Task to carry out: Repeat each entry as written and leave the images out of the copy.

Task data:
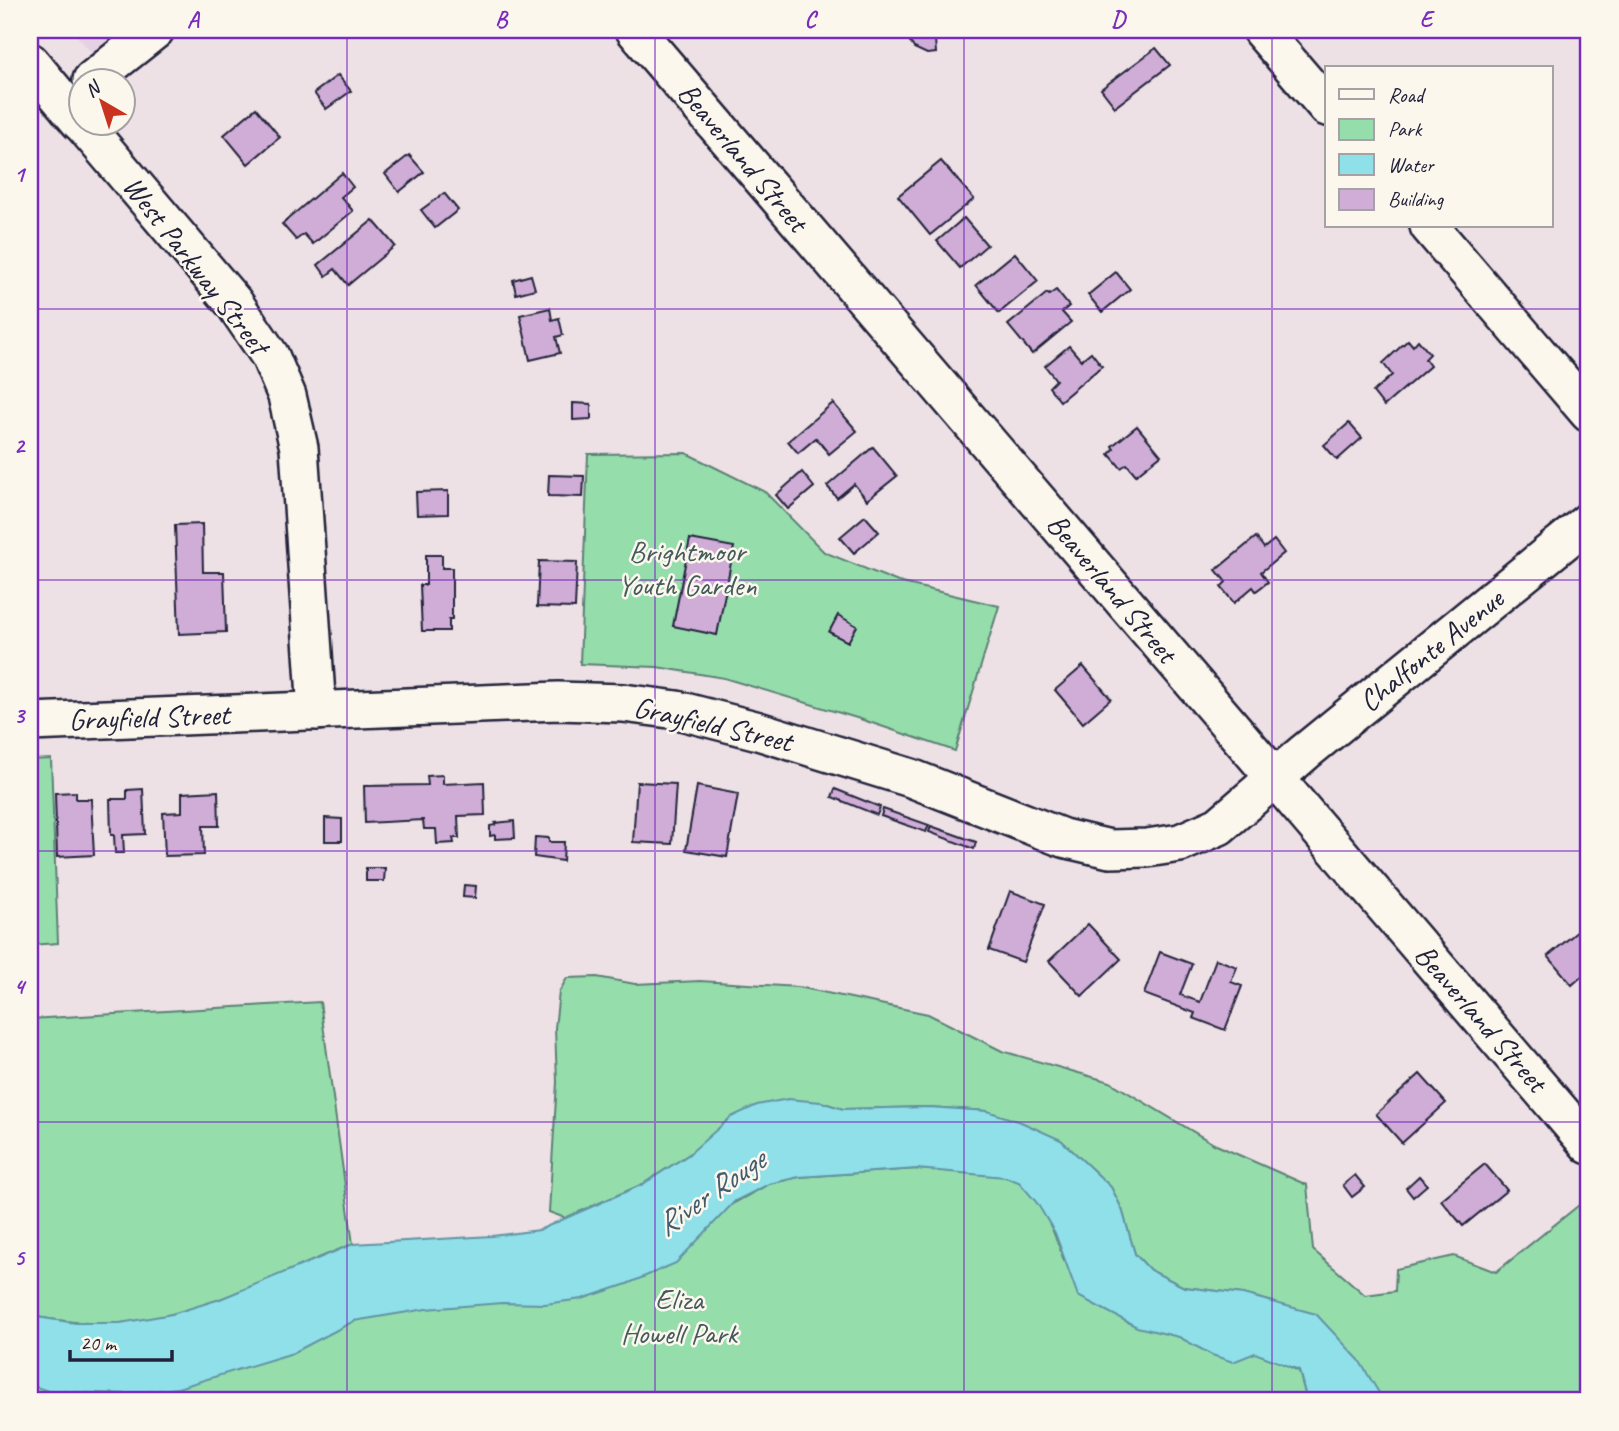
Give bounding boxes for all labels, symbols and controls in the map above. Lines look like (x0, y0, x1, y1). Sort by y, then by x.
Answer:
text: A (187, 5, 201, 34)
text: B (495, 5, 509, 34)
text: C (805, 5, 819, 34)
text: D (1111, 5, 1127, 34)
text: E (1420, 5, 1436, 34)
north arrow (66, 66, 136, 136)
legend (1325, 66, 1552, 228)
text: N (80, 75, 107, 103)
street label: Beaverland Street (670, 75, 818, 242)
text: Road (1388, 82, 1427, 108)
text: Park (1388, 116, 1423, 142)
text: Water (1388, 152, 1435, 178)
text: 1 (14, 160, 27, 189)
street label: West Parkway Street (115, 168, 280, 365)
text: Building (1388, 186, 1445, 212)
text: 2 (14, 431, 27, 460)
street label: Beaverland Street (1039, 506, 1187, 673)
park label: Brightmoor Youth Garden (618, 532, 757, 604)
street label: Chalfonte Avenue (1351, 579, 1513, 720)
street label: Grayfield Street (630, 687, 799, 761)
street label: Grayfield Street (68, 695, 233, 739)
text: 3 (14, 701, 27, 730)
street label: Beaverland Street (1407, 936, 1557, 1102)
text: 4 (14, 972, 27, 1001)
water label: River Rouge (648, 1137, 777, 1245)
text: 5 (14, 1243, 26, 1272)
park label: Eliza Howell Park (621, 1280, 739, 1352)
scale bar (70, 1319, 172, 1363)
text: 20 m (80, 1330, 118, 1356)

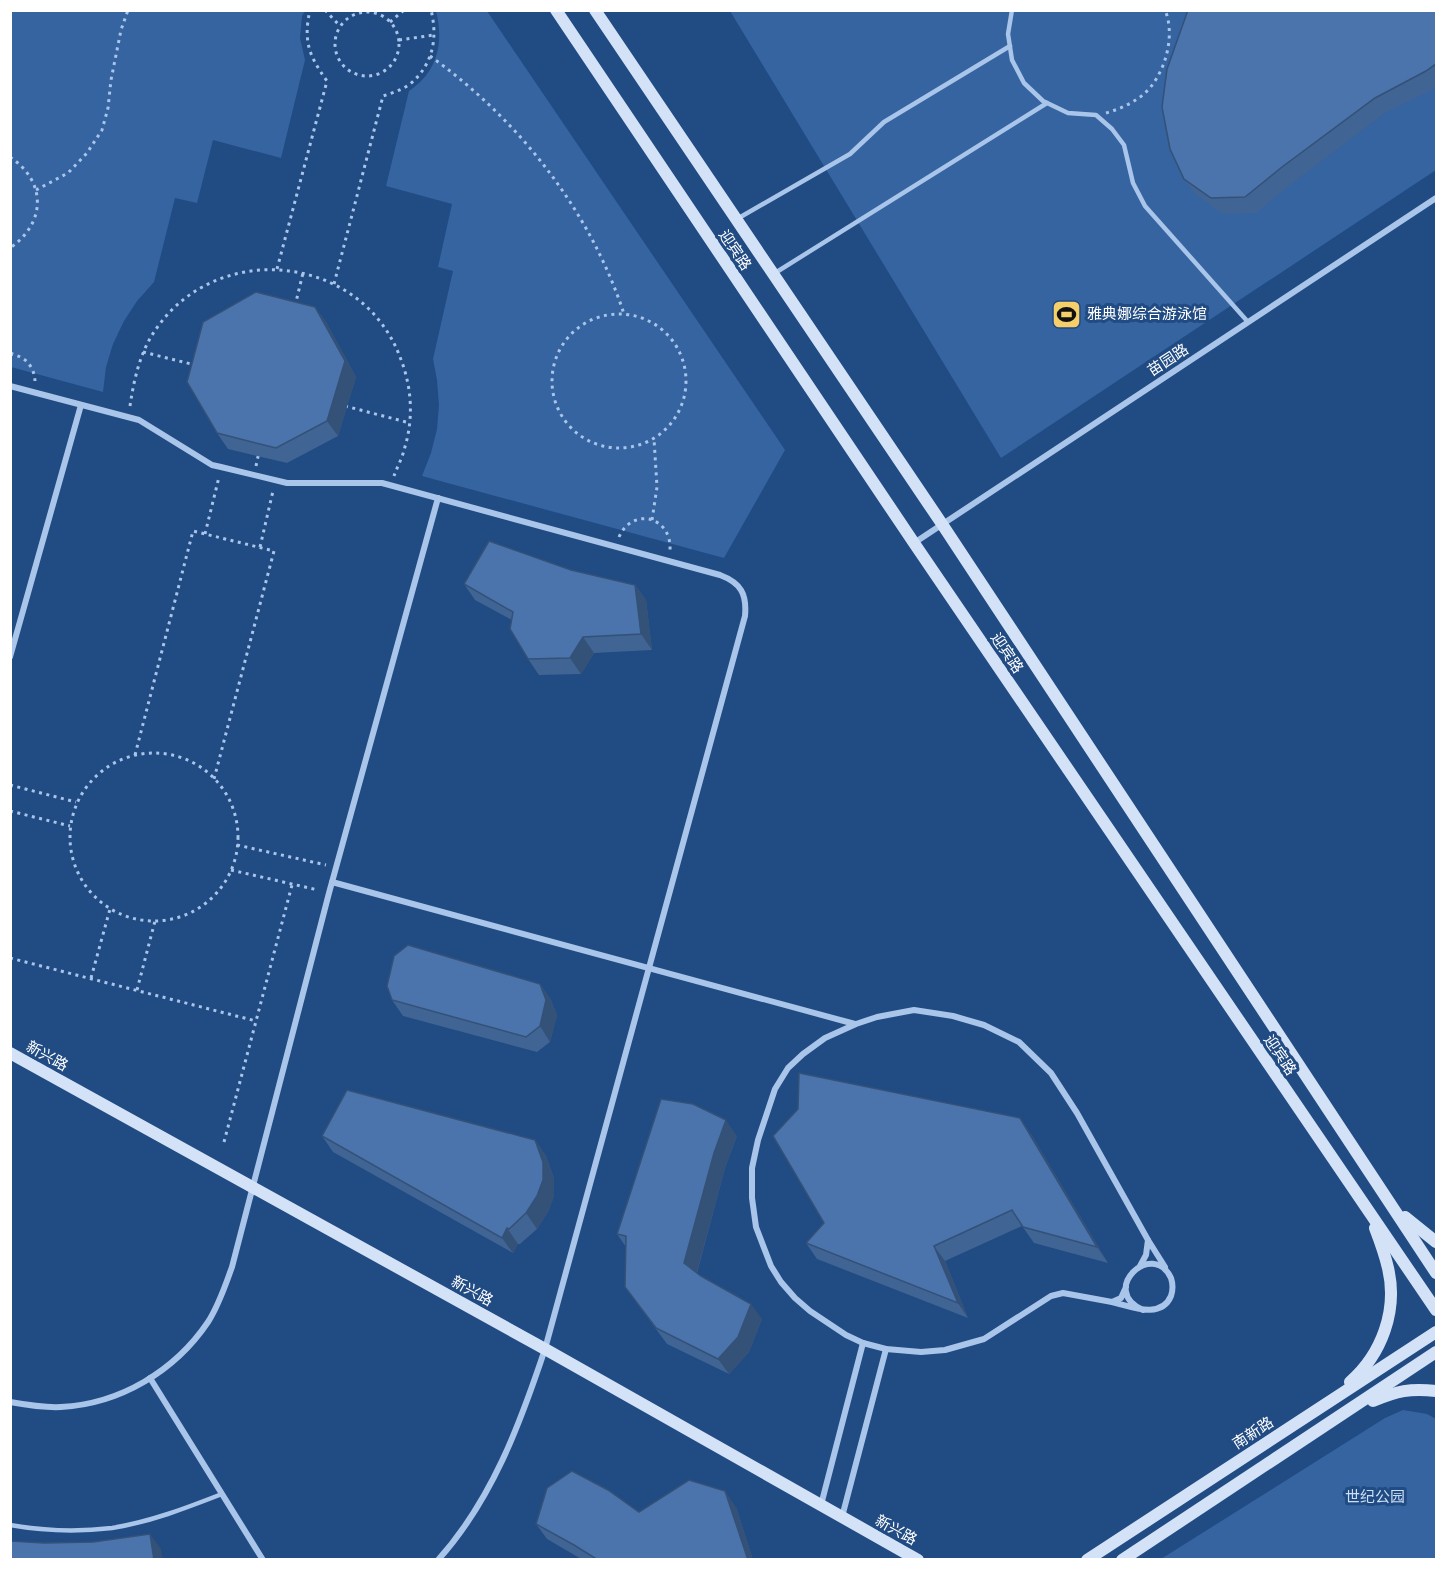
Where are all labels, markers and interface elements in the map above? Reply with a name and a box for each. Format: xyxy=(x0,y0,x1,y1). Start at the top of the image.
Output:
street label: 迎宾路 xyxy=(714,225,757,274)
sports icon: 雅典娜综合游泳馆 xyxy=(1050,298,1082,330)
place label: 雅典娜综合游泳馆 xyxy=(1087,303,1207,324)
street label: 苗园路 xyxy=(1143,339,1192,381)
street label: 迎宾路 xyxy=(986,628,1029,677)
street label: 迎宾路 xyxy=(1259,1030,1302,1079)
street label: 新兴路 xyxy=(22,1035,72,1076)
street label: 新兴路 xyxy=(447,1270,497,1311)
street label: 南新路 xyxy=(1228,1412,1277,1454)
park label: 世纪公园 xyxy=(1345,1486,1405,1507)
street label: 新兴路 xyxy=(871,1509,921,1550)

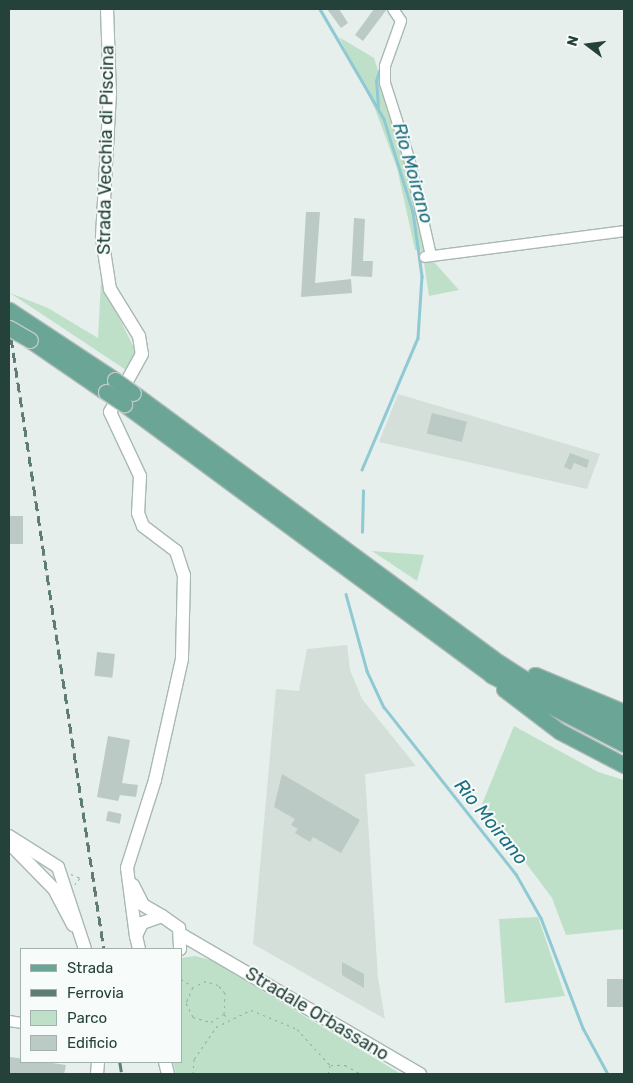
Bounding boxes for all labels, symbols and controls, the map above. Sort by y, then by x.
north arrow [563,20,613,70]
text: N [564,34,583,48]
street label: Strada Vecchia di Piscina [93,45,119,255]
water label: Rio Moirano [388,120,438,226]
water label: Rio Moirano [449,774,533,870]
legend [20,948,182,1063]
text: Strada [67,959,113,977]
street label: Stradale Orbassano [241,963,393,1065]
text: Ferrovia [67,984,124,1002]
text: Parco [67,1009,107,1027]
text: Edificio [67,1034,117,1052]

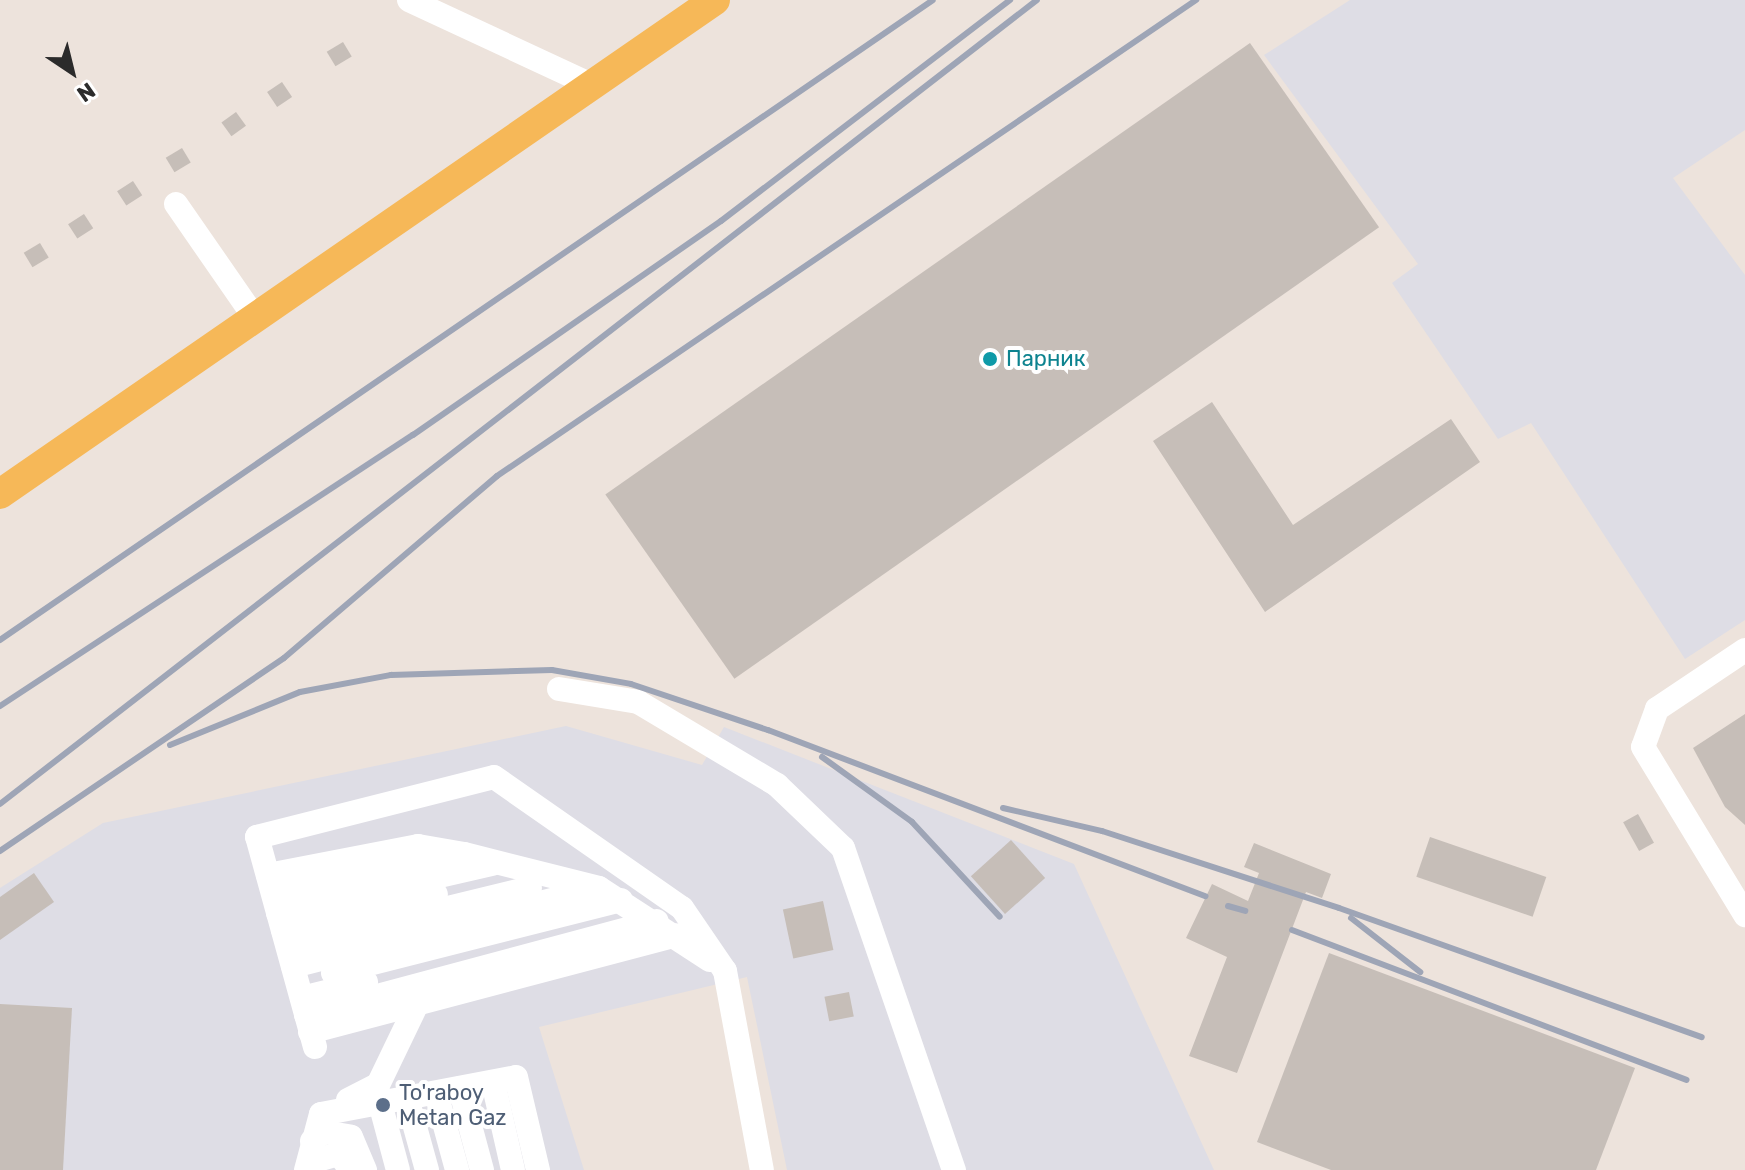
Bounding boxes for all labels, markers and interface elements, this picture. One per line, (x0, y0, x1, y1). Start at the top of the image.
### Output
north arrow (32, 32, 112, 112)
text: N (72, 76, 100, 108)
place label: Парник (1006, 346, 1086, 372)
marker: Парник (981, 350, 999, 368)
place label: To'raboy Metan Gaz (399, 1079, 507, 1130)
marker: To'raboy Metan Gaz (374, 1096, 392, 1114)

Exercise response:
Give bounding boxes for all labels, symbols and controls in the map above. Lines look like (x0, y0, x1, y1). Sort by y, then by x.
Answer:
text: A (187, 5, 201, 34)
text: B (495, 5, 509, 34)
text: C (805, 5, 819, 34)
text: D (1111, 5, 1127, 34)
text: E (1420, 5, 1436, 34)
north arrow (66, 66, 136, 136)
legend (1325, 66, 1552, 228)
text: N (80, 75, 107, 103)
street label: Beaverland Street (670, 75, 818, 242)
text: Road (1388, 82, 1427, 108)
text: Park (1388, 116, 1423, 142)
text: Water (1388, 152, 1435, 178)
text: 1 (14, 160, 27, 189)
street label: West Parkway Street (115, 168, 280, 365)
text: Building (1388, 186, 1445, 212)
text: 2 (14, 431, 27, 460)
street label: Beaverland Street (1039, 506, 1187, 673)
park label: Brightmoor Youth Garden (618, 532, 757, 604)
street label: Chalfonte Avenue (1351, 579, 1513, 720)
street label: Grayfield Street (630, 687, 799, 761)
street label: Grayfield Street (68, 695, 233, 739)
text: 3 (14, 701, 27, 730)
street label: Beaverland Street (1407, 936, 1557, 1102)
text: 4 (14, 972, 27, 1001)
water label: River Rouge (648, 1137, 777, 1245)
text: 5 (14, 1243, 26, 1272)
park label: Eliza Howell Park (621, 1280, 739, 1352)
scale bar (70, 1319, 172, 1363)
text: 20 m (80, 1330, 118, 1356)

Where are all labels, markers and interface elements in the map above? Reply with a name and a box for each. Format: xyxy=(x0,y0,x1,y1). Start at the top of the image.
Output:
street label: 迎宾路 xyxy=(714,225,757,274)
sports icon: 雅典娜综合游泳馆 xyxy=(1050,298,1082,330)
place label: 雅典娜综合游泳馆 xyxy=(1087,303,1207,324)
street label: 苗园路 xyxy=(1143,339,1192,381)
street label: 迎宾路 xyxy=(986,628,1029,677)
street label: 迎宾路 xyxy=(1259,1030,1302,1079)
street label: 新兴路 xyxy=(22,1035,72,1076)
street label: 新兴路 xyxy=(447,1270,497,1311)
street label: 南新路 xyxy=(1228,1412,1277,1454)
park label: 世纪公园 xyxy=(1345,1486,1405,1507)
street label: 新兴路 xyxy=(871,1509,921,1550)

Bounding boxes for all labels, symbols and controls, the map above. Sort by y, then by x.
north arrow [563,20,613,70]
text: N [564,34,583,48]
street label: Strada Vecchia di Piscina [93,45,119,255]
water label: Rio Moirano [388,120,438,226]
water label: Rio Moirano [449,774,533,870]
legend [20,948,182,1063]
text: Strada [67,959,113,977]
street label: Stradale Orbassano [241,963,393,1065]
text: Ferrovia [67,984,124,1002]
text: Parco [67,1009,107,1027]
text: Edificio [67,1034,117,1052]

Bounding boxes for all labels, markers and interface elements, this picture. One per line, (x0, y0, x1, y1). Start at the top of the image.
### Output
north arrow (32, 32, 112, 112)
text: N (72, 76, 100, 108)
place label: Парник (1006, 346, 1086, 372)
marker: Парник (981, 350, 999, 368)
place label: To'raboy Metan Gaz (399, 1079, 507, 1130)
marker: To'raboy Metan Gaz (374, 1096, 392, 1114)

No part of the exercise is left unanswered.